Information provided: Begin
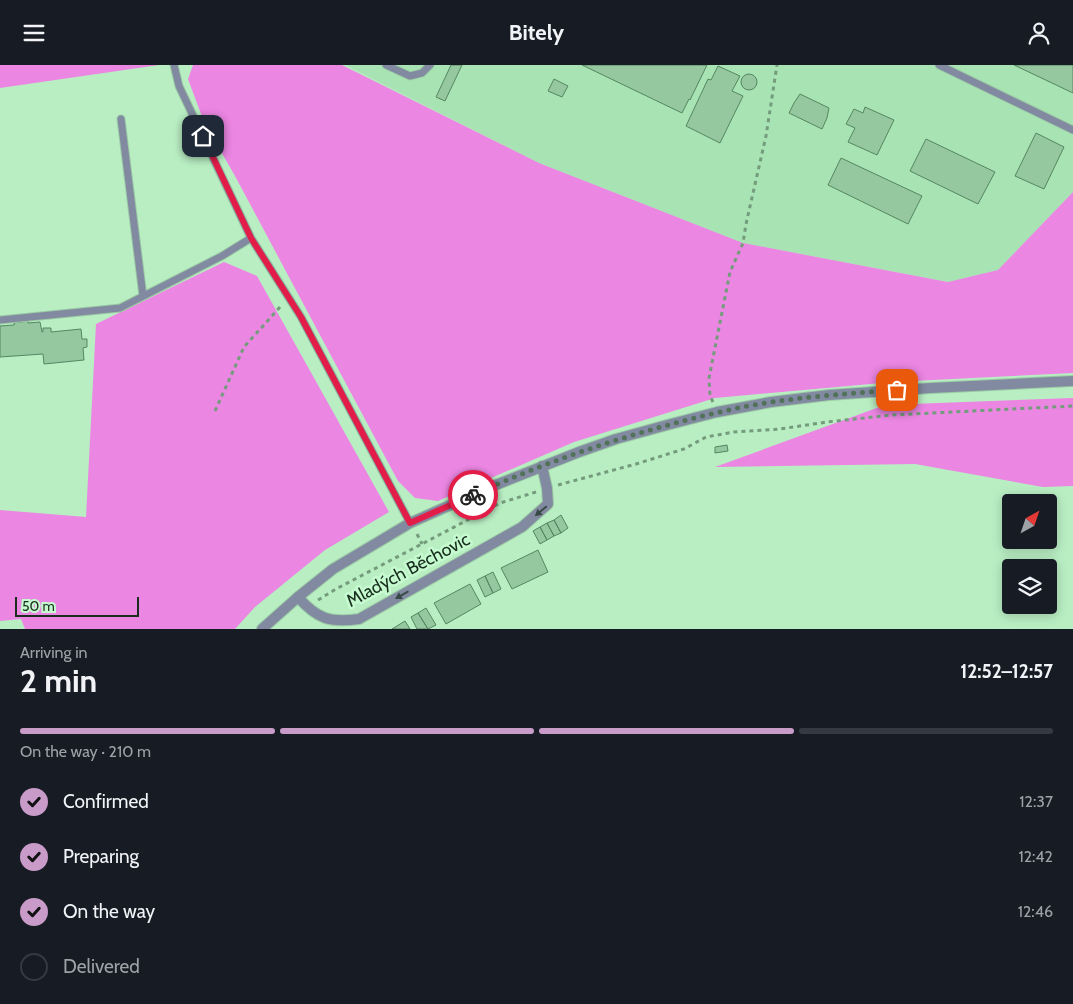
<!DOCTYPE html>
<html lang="en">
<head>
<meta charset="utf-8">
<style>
	:root { --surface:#171b24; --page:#20242c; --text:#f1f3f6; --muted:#9ea1a6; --line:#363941; --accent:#c99bc9 }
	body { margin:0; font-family:Cabin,sans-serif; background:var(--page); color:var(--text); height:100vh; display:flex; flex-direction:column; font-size:19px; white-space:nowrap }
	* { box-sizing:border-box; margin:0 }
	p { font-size:16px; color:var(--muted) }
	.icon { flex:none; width:28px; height:28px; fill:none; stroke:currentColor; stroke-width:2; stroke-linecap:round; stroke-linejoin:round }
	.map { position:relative; height:564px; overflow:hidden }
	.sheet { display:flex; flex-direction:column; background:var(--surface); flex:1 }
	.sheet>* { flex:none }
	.needle { width:32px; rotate:40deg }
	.tools { position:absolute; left:1002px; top:429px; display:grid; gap:10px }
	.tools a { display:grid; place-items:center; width:55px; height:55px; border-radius:5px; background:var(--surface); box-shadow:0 2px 12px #0003; font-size:25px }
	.scale { position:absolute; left:15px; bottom:12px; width:124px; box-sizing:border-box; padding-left:5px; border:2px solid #192e1e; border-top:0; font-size:14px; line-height:18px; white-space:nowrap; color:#192e1e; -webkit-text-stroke:4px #c6fbd0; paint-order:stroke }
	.pin { position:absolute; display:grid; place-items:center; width:42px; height:42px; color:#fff; margin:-21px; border-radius:10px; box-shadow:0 2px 8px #0006 }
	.courier { position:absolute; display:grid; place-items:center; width:50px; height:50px; margin:-25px; border:4px solid #e11d48; border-radius:50%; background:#fff; color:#222; box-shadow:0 1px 6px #0007 }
	.overview em { font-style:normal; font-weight:700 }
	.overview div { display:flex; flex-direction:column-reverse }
	.overview { display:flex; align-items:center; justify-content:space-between; height:85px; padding:0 20px }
	h1 { font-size:32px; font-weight:700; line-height:38px }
	.bar { display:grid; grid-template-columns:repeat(4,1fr); gap:8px 5px; align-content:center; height:60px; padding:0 20px }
	.bar i { height:6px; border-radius:4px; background:var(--line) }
	.bar .active { background:var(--accent) }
	.bar p { grid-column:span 4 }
	ol { padding:0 20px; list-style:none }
	li { display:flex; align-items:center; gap:15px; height:55px }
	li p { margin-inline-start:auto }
	li .icon { padding:5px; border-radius:50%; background:var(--accent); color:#111; stroke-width:4 }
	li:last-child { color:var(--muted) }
	li i { width:28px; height:28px; border:2px solid var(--line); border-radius:50% }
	header { display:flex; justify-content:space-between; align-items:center; height:65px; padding:0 20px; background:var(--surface); font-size:22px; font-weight:700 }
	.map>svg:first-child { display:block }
</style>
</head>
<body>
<header><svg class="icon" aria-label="menu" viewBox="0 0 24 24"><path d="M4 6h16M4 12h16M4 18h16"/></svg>Bitely<svg class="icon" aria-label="person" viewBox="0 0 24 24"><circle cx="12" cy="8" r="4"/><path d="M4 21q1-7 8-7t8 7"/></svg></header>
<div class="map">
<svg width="1073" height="564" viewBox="0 0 1073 564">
	<rect width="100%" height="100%" fill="#b9eec3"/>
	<path fill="#a8e3b4" d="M 345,0 L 1073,0 L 1073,127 L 998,205 L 949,217 L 743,178 L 539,98 Z"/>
	<path fill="#eb86e2" d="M 0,0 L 159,0 L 0,23 Z
		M 193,0 L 342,0 L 539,98 L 743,178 L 948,217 L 998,205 L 1073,127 L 1073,308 L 893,317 L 715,333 L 574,377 L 438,436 L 415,433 L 398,416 L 235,111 L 204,57 L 188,14 Z
		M 224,197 L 257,211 L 389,447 L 325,485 L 255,542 L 235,564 L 25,564 L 21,554 L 0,556 L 0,445 L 86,452 L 96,259 Z
		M 1073,333 L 1073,421 L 1043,422 L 915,399 L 715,402 L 885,340 Z"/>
	<path fill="#95c89f" stroke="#558660" d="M 451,0 L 462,0 L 445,36 L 436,32 Z
		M 582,0 L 707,0 L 690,35 L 689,34 L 682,48 Z
		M 1014,0 L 1073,0 L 1073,28 Z
		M 718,1 L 740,11 L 732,26 L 743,31 L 720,78 L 686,61 L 708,14 L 711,15 Z
		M741 17a8 8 0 1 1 16 0a8 8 0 1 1-16 0Z
		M 554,14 L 568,21 L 562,32 L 548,26 Z
		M 800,29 L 829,43 L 827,53 L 822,64 L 789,48 L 794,38 Z
		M 865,42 L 894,55 L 877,90 L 848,77 L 855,63 L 846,59 L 854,44 L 863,48 Z
		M 1036,68 L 1064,82 L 1044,124 L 1015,111 Z
		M 926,74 L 995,107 L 978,139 L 910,106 Z
		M 841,93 L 922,131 L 908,159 L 828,120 Z
		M 28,256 L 28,258 L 40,257 L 42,267 L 43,267 L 43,263 L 51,263 L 51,267 L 81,264 L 82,274 L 87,274 L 87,282 L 83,283 L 84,295 L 44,299 L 43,289 L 0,292 L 0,261 L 14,260 L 14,258 Z
		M 727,380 L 728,386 L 715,388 L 715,382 Z
		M 561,450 L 568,463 L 561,468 L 554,455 Z
		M 554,455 L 561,468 L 554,471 L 547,458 Z
		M 547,458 L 554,471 L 547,475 L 540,462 Z
		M 540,462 L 547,475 L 540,479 L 533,466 Z
		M 538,485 L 548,507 L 512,524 L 501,503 Z
		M 493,507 L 501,524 L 493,528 L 485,511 Z
		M 485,511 L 493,528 L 485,532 L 477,515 Z
		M 470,519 L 481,539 L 446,559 L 434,538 Z
		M 426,543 L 436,560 L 428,564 L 418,548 Z
		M 418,548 L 428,564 L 417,564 L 411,552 Z
		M 405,556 L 410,564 L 392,564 Z"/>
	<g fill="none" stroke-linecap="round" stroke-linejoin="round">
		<defs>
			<path id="service" d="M 174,0 L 179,21 L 251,173 L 301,252 L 410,458
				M 386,0 L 410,11 L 422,8 L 430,0
				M 939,0 L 1073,65
				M 121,54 L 143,231
				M 0,255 L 120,243 L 222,191 L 251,173"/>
			<path id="minor" d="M 298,532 C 317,554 330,558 359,554 L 522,462 L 548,439 L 547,423 L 542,401"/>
			<path id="tertiary" d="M 262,564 L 298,532 L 333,504 L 410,458 L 493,421 L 579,387 L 616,374 L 667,360 L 717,347 L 771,337 L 829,330 L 931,323 L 1073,316"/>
		</defs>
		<use href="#service" stroke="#9ccba5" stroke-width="9"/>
		<use href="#minor" stroke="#9ccba5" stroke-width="12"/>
		<use href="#tertiary" stroke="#9ccba5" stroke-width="12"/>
		<path stroke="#749c7c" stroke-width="3" stroke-dasharray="4 4" stroke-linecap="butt" d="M 713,337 L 710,331 L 709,313 L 730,207 L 743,178 L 746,159 L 766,71 L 777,0
			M 215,346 L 244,282 L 281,241
			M 558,420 L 636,399 L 684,384 L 706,372 L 734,367 L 780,364 L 827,357 L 892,350 L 1073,341
			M 417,469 L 422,479
			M 318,535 L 336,524 L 500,438 L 536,427"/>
		<use href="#service" stroke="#828aa1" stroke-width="7"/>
		<use href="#minor" stroke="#828aa1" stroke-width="10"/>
		<use href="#tertiary" stroke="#828aa1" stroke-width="10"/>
	</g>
	<defs><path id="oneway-solid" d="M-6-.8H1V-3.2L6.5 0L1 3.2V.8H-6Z" transform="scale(1.25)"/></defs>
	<g fill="#384a45">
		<use href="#oneway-solid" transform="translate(541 446) rotate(140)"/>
		<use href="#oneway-solid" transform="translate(402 530) rotate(150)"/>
	</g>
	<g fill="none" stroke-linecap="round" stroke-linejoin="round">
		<path stroke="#517158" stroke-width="5" stroke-dasharray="0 9" d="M 473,430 C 543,398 616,373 691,354 C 718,347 745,341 772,337 C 813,331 855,328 897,325"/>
		<path stroke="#e11d48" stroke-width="6" d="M 203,71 L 251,173 L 301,252 L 410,458 L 473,430"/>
	</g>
	<g text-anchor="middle" stroke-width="5" stroke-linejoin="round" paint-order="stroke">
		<g font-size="18" fill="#192e1e" stroke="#c6fbd0">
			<text transform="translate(408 505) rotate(-28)" y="6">Mladých Běchovic</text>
		</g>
	</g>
</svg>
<div class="tools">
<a><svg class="needle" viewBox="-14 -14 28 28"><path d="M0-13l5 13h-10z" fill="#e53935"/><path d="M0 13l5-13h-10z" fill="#9ea1a6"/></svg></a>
<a><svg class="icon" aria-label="layers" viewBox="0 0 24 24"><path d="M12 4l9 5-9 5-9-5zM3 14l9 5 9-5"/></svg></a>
</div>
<div class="scale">50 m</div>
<div class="pin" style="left:897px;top:325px;background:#ea580c"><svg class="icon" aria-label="bag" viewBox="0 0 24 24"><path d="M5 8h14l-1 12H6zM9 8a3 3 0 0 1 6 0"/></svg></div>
<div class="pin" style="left:203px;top:71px;background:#1f2937"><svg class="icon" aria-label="home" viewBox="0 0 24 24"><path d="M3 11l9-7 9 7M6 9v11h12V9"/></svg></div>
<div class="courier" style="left:473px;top:430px"><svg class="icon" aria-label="bike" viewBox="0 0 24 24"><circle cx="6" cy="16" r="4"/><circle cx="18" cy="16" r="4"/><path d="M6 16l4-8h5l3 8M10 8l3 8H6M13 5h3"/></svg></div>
</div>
<section class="sheet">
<div class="overview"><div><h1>2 min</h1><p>Arriving in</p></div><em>12:52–12:57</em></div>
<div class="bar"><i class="active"></i><i class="active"></i><i class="active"></i><i></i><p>On the way · 210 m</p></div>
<ol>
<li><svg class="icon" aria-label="check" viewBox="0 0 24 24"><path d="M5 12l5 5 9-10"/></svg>Confirmed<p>12:37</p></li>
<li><svg class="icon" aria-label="check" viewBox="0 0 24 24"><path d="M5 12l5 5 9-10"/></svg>Preparing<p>12:42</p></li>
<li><svg class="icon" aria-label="check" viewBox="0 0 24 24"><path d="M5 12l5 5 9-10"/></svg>On the way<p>12:46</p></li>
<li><i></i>Delivered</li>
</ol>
</section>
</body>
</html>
Information provided: End
Lines with the word "sizing": copy each one from the data above.

	* { box-sizing:border-box; margin:0 }
	.scale { position:absolute; left:15px; bottom:12px; width:124px; box-sizing:border-box; padding-left:5px; border:2px solid #192e1e; border-top:0; font-size:14px; line-height:18px; white-space:nowrap; color:#192e1e; -webkit-text-stroke:4px #c6fbd0; paint-order:stroke }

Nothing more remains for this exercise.